Human Longevity Inc. has raised $30 million, a year after a letter from the company’s board signaled a cash crunch at the genomics outfit.

The San Diego firm said the funding would improve Health Nucleus, its testing center in La Jolla. It combines artificial intelligence, genome sequencing and other lab tests – information the company says can help users be proactive about health risks.

But commercialization difficulties have weighed on privately held Human Longevity.

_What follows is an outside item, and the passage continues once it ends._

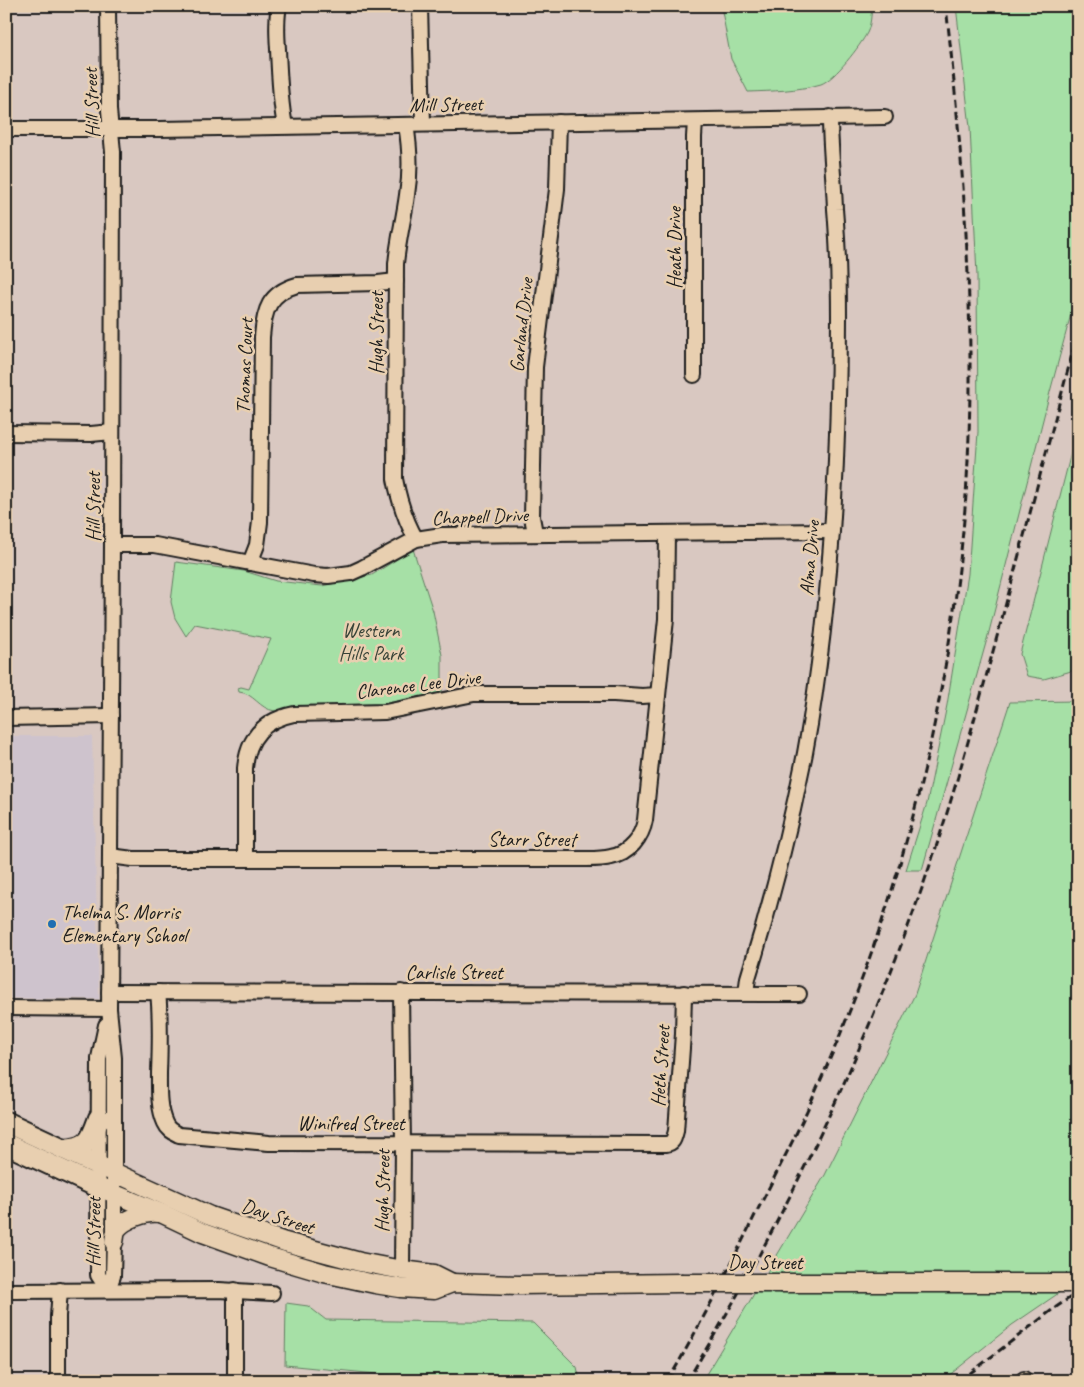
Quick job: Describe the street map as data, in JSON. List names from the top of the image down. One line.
{"streets":{"main road":["Day Street"],"street":["Hill Street","Mill Street","Heath Drive","Garland Drive","Hugh Street","Thomas Court","Chappell Drive","Alma Drive","Clarence Lee Drive","Starr Street","Carlisle Street","Heth Street","Winifred Street"]},"crossings":[["Hill Street","Mill Street"],["Hill Street","Chappell Drive"],["Hill Street","Starr Street"],["Hill Street","Carlisle Street"],["Hill Street","Day Street"],["Mill Street","Heath Drive"],["Mill Street","Garland Drive"],["Mill Street","Hugh Street"],["Mill Street","Alma Drive"],["Garland Drive","Chappell Drive"],["Hugh Street","Thomas Court"],["Hugh Street","Chappell Drive"],["Hugh Street","Carlisle Street"],["Hugh Street","Winifred Street"],["Hugh Street","Day Street"],["Thomas Court","Chappell Drive"],["Chappell Drive","Alma Drive"],["Chappell Drive","Starr Street"],["Alma Drive","Carlisle Street"],["Clarence Lee Drive","Starr Street"],["Carlisle Street","Heth Street"],["Carlisle Street","Winifred Street"],["Heth Street","Winifred Street"]],"parks":["Western Hills Park"],"places":["Thelma S. Morris Elementary School"]}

Its board a year ago said the company needed short-term financing in a letter to shareholders obtained by the San Diego Business Journal.

The board’s request for “down round” financing prompted a $310 million company valuation, significantly lower than its early 2017 valuation of $1.6 billion, according to an article from the Wall Street Journal at the time.

Human Longevity declined to provide its latest valuation, nor did the company say whether additional funds beyond the $30 million have been raised in the last year.

It also did not provide the status of an effort to bring its Health Nucleus center to more locations through partnerships.

Sharing this plan last year was David Karow, the company’s president and chief innovation officer, in an interview with the San Diego Business Journal. He said falling genomics and MRI costs would open up a middle-class market for Health Nucleus.

“Historically, we’ve offered a pretty high price point offering downstairs. We’re not really interested in millionaire or billionaire health, frankly. We’re interested in democratizing this concept of precision health,” Karow said.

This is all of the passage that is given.